“Moby-Dick” Ethics

Moby

Today marks the 170th anniversary of the publication of Herman Melville’s “Moby-Dick” or “The Whale”(never forget that hyphen!). What does the 19th century novel with the most famous opening line in American literature have to do with ethics? Oh, only everything…and not just ethics, but leadership, values, perspective, chaos, hubris, and the ethics-related fact that you never know how things will work out, so all you can do is the best you can.

“Moby-Dick” was Jack Marshall, Sr.’s favorite novel by far, and he had read almost every classic of his era and going back 200 years before he was in high school. I read the book in a tattered hard-cover edition full of my dad’s notes in the margins. (If only I could have read his handwriting!) “Moby-Dick” is tough sailing; public schools did Melville no favors by making high-schoolers read it, even in the redacted versions. Hollywood did even more damage: the book cannot be filmed. The best and most profound parts of novel are the narrator, Melville/Ishmael’s philosophical musings, like when he asks what a dead whale might be thinking when a harpooner nearly downs in its brains.

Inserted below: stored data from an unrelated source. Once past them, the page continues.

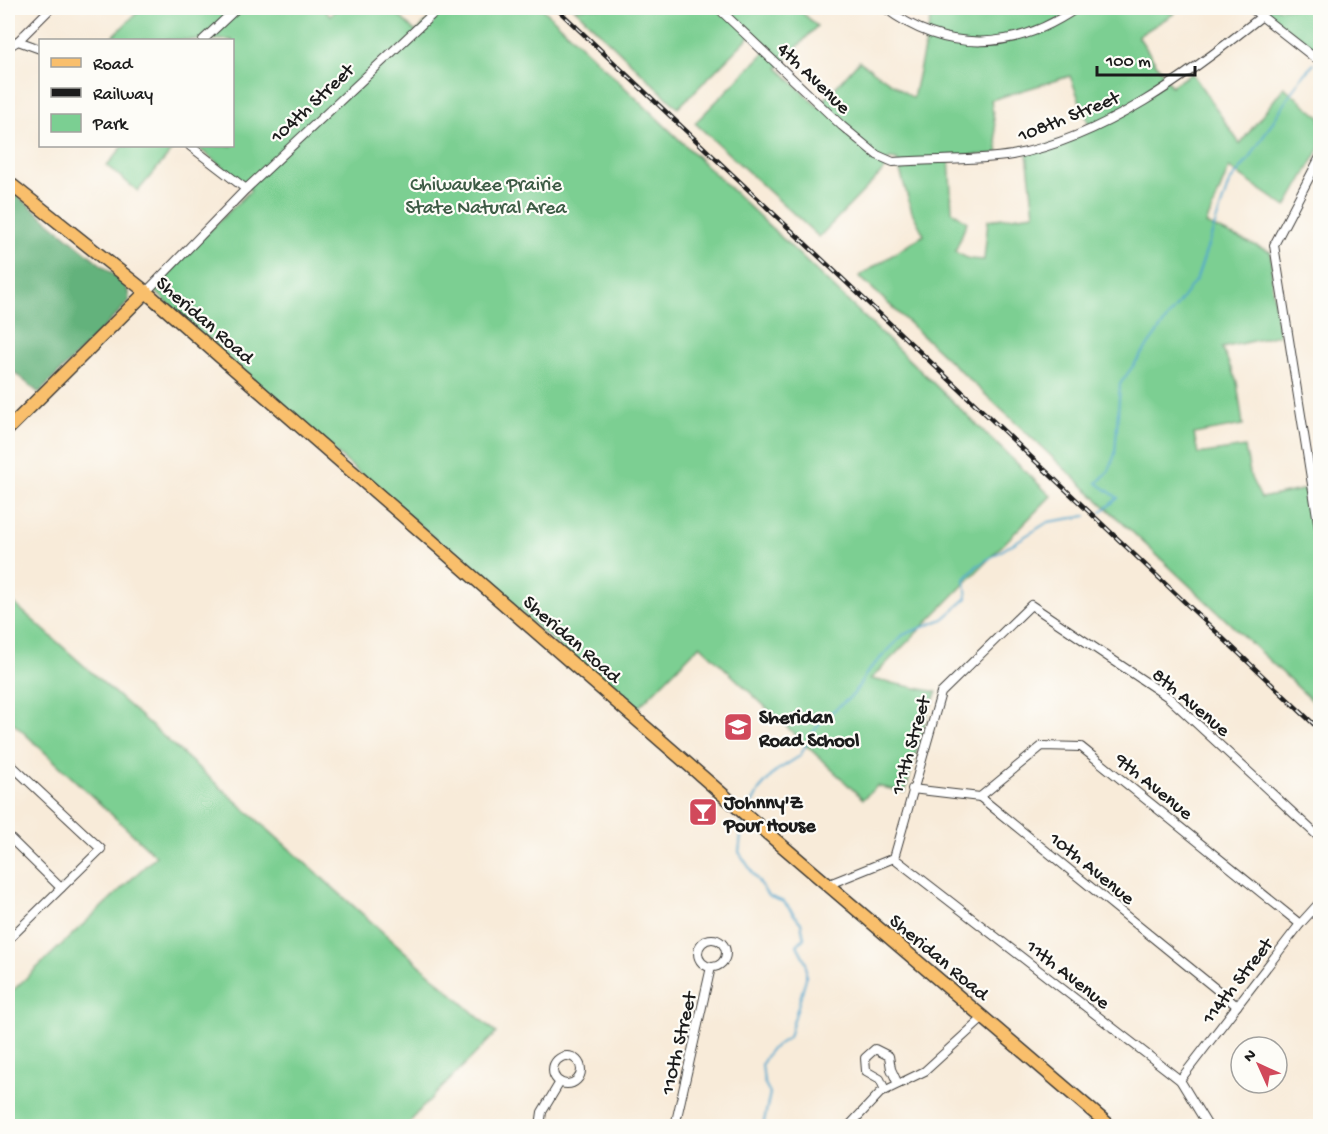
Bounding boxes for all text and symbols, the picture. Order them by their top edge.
legend [39,39,234,147]
street label: 4th Avenue [771,39,855,121]
scale bar [1097,39,1194,77]
text: 100 m [1105,52,1151,73]
text: Road [93,55,134,76]
street label: 104th Street [266,59,361,150]
text: Railway [93,85,153,106]
street label: 108th Street [1014,87,1125,149]
text: Park [92,115,129,136]
park label: Chiwaukee Prairie State Natural Area [405,175,567,221]
street label: Sheridan Road [150,273,259,372]
street label: Sheridan Road [517,592,626,691]
street label: 8th Avenue [1146,664,1234,743]
street label: 111th Street [887,692,938,799]
place label: Sheridan Road School [758,708,860,754]
school or university icon: Sheridan Road School [722,711,754,743]
street label: 9th Avenue [1108,749,1197,827]
place label: Johnny'Z Pour House [723,793,816,839]
bar icon: Johnny'Z Pour House [687,796,719,828]
street label: 10th Avenue [1043,828,1139,912]
street label: Sheridan Road [883,911,994,1008]
street label: 114th Street [1197,933,1281,1030]
street label: 11th Avenue [1020,935,1114,1016]
street label: 110th Street [657,989,704,1098]
north arrow [1229,1035,1289,1095]
text: N [1240,1046,1262,1067]

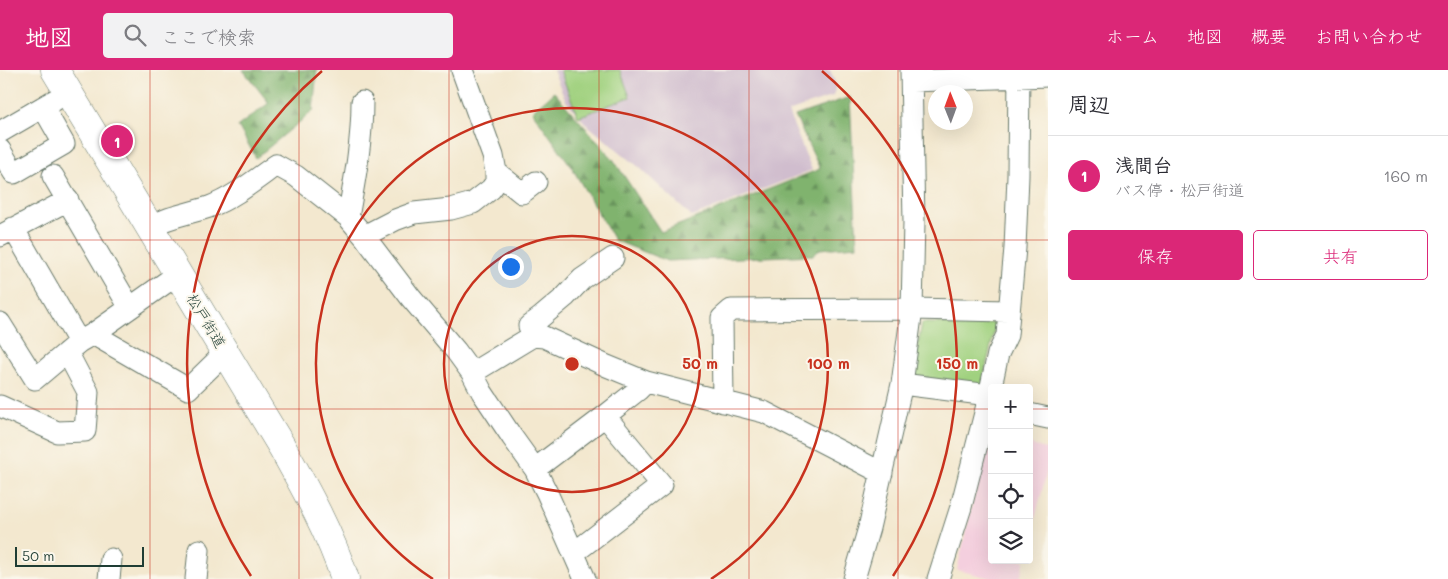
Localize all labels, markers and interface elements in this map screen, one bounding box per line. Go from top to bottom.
search box [103,13,453,58]
text: 地図 [25,21,73,52]
icon: search [121,21,149,49]
text: ここで検索 [161,24,256,49]
text: ホーム [1106,24,1159,48]
text: 地図 [1187,24,1223,48]
text: 概要 [1251,24,1287,48]
text: お問い合わせ [1315,24,1423,48]
north arrow [928,85,973,130]
text: 周辺 [1068,90,1110,117]
pin: 1 [101,122,133,160]
text: 浅間台 [1115,152,1172,177]
text: 1 [1080,165,1088,186]
text: 160 m [1383,165,1428,186]
text: バス停 · 松戸街道 [1115,179,1244,200]
button: 保存 [1068,230,1243,280]
button: 共有 [1253,230,1428,280]
your location [498,254,524,280]
street label: 松戸街道 [183,290,231,351]
text: 50 m [682,353,718,373]
text: 100 m [806,353,850,373]
text: 150 m [936,353,978,373]
centre of rings [563,355,581,373]
map controls [988,384,1033,564]
button: + [988,384,1033,429]
button: − [988,429,1033,474]
button: locate [988,474,1033,519]
button: layers [988,519,1033,564]
scale bar [15,544,144,567]
text: 50 m [22,546,54,565]

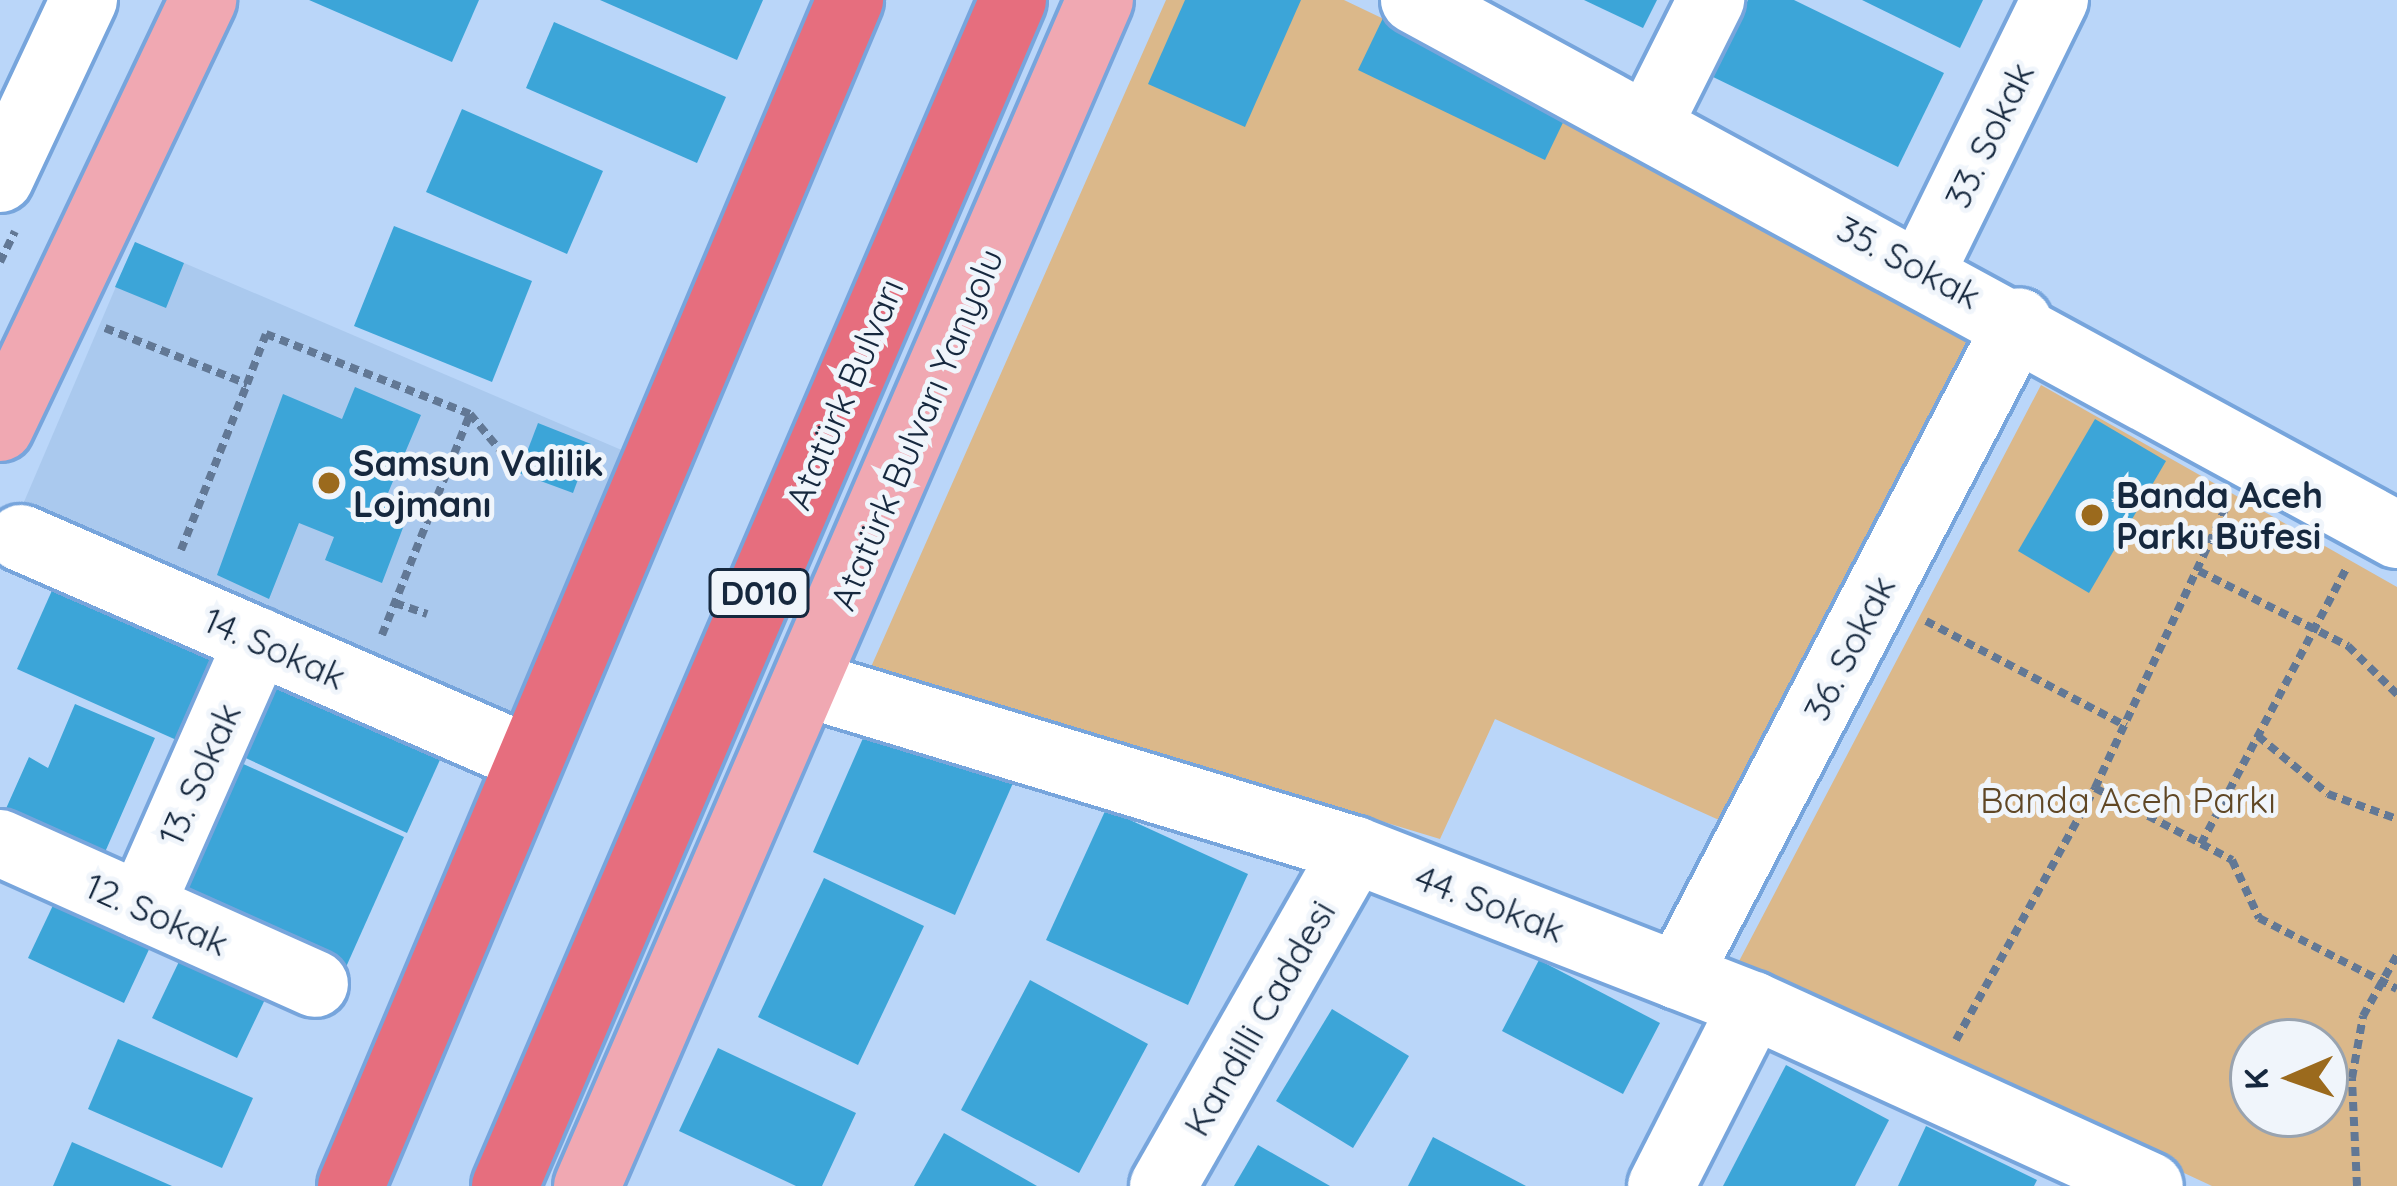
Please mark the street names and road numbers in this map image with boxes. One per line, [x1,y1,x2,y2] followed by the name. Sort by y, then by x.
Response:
[1935,55,2043,215] street label: 33. Sokak
[1830,206,1988,318] street label: 35. Sokak
[820,242,1012,616] street label: Atatürk Bulvarı Yanyolu
[776,272,912,516] street label: Atatürk Bulvarı
[708,566,810,620] road number: D010
[1794,568,1904,728] street label: 36. Sokak
[198,598,352,698] street label: 14. Sokak
[149,696,249,852] street label: 13. Sokak
[1409,855,1571,951] street label: 44. Sokak
[79,863,235,965] street label: 12. Sokak
[1174,893,1344,1143] street label: Kandilli Caddesi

Eventually, I was able to honor both Dad, Melville and Orson Welles by mounting a production of Welles’ brilliant (but flop) theatrical version, “Moby-Dick Rehearsed,” which I repaired thanks to my father’s comments and inspiration. It was, by far, the most successful production of the American Century Theater’s two decades, the most successful professional production Orson’s invention has ever had, and my most satisfying experience as a director.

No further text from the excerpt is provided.